Each record that follows should be repeated exactly, minus any images.

## [THE DATA]
= = =
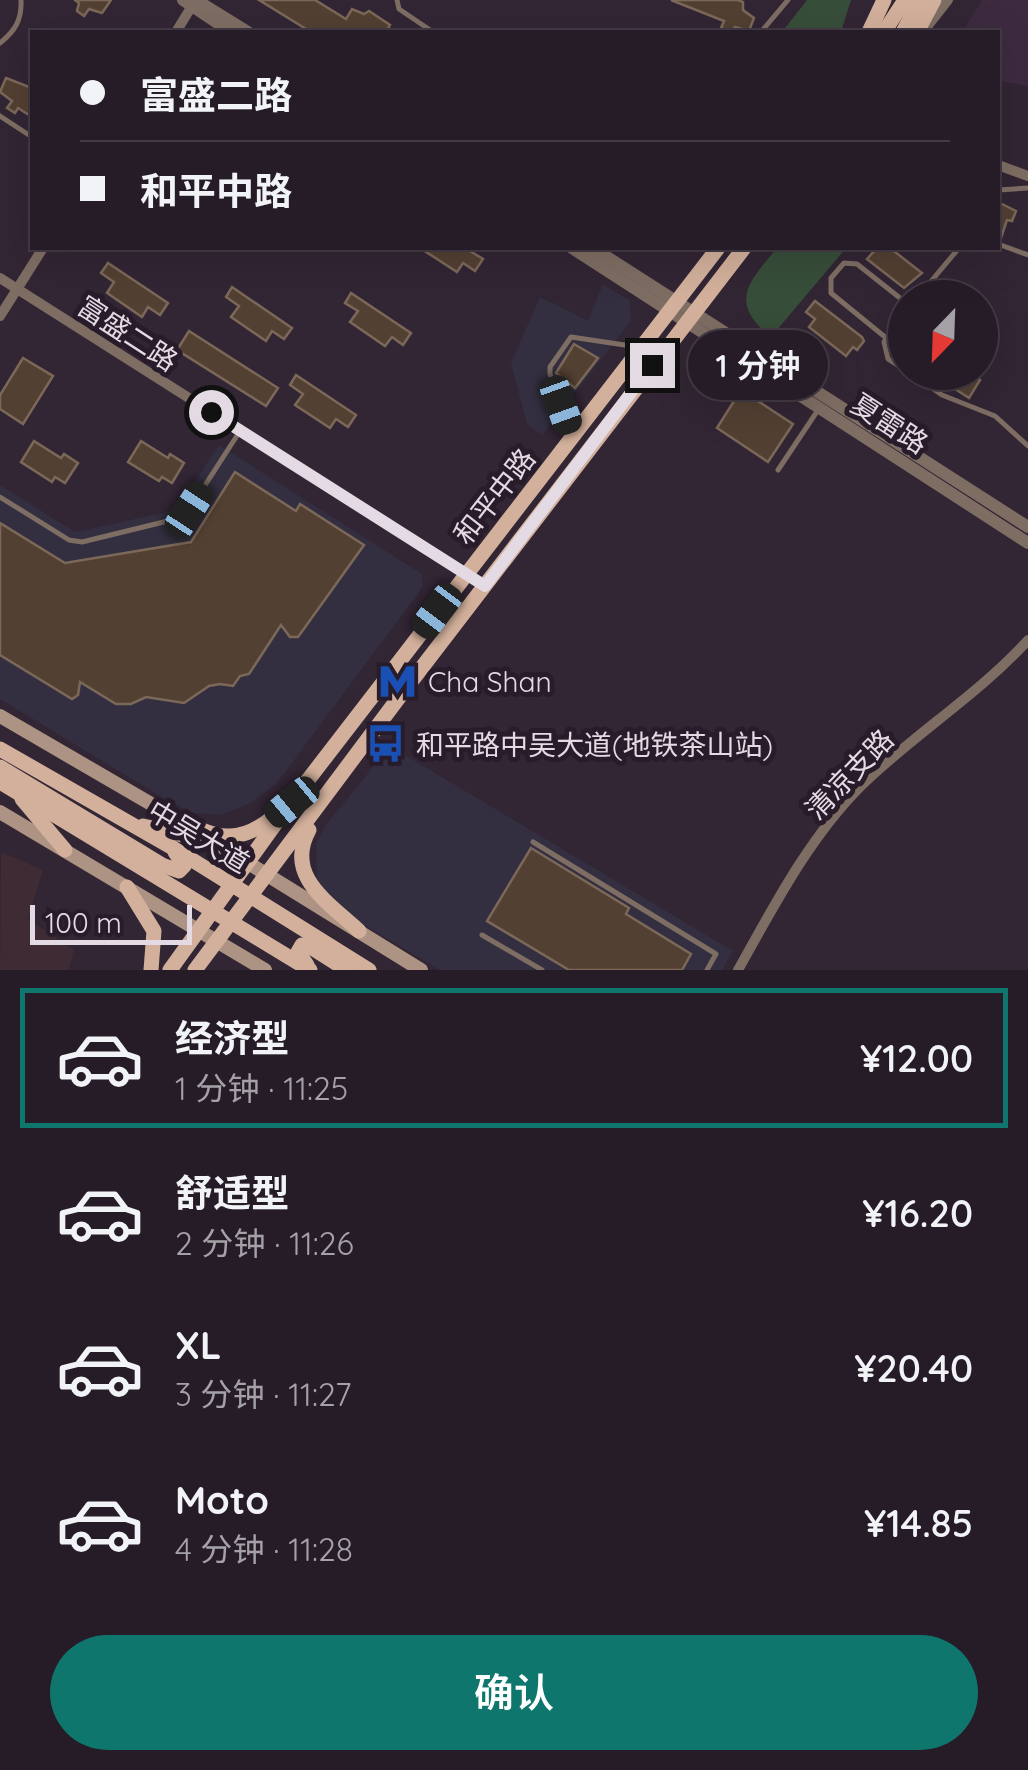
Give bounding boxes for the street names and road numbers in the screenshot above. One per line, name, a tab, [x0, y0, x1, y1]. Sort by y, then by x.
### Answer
street label: 富盛二路	[71, 288, 185, 378]
street label: 夏雷路	[845, 385, 935, 461]
street label: 和平中路	[446, 441, 542, 551]
street label: 清凉支路	[798, 722, 900, 826]
street label: 中吴大道	[142, 792, 256, 880]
= = =
## [OUTPUT OF THE TASK]
Give bounding boxes for the street names and road numbers in the screenshot above. One per line, name, a tab, [x0, y0, x1, y1]. Sort by y, then by x.
### Answer
street label: 富盛二路	[71, 288, 185, 378]
street label: 夏雷路	[845, 385, 935, 461]
street label: 和平中路	[446, 441, 542, 551]
street label: 清凉支路	[798, 722, 900, 826]
street label: 中吴大道	[142, 792, 256, 880]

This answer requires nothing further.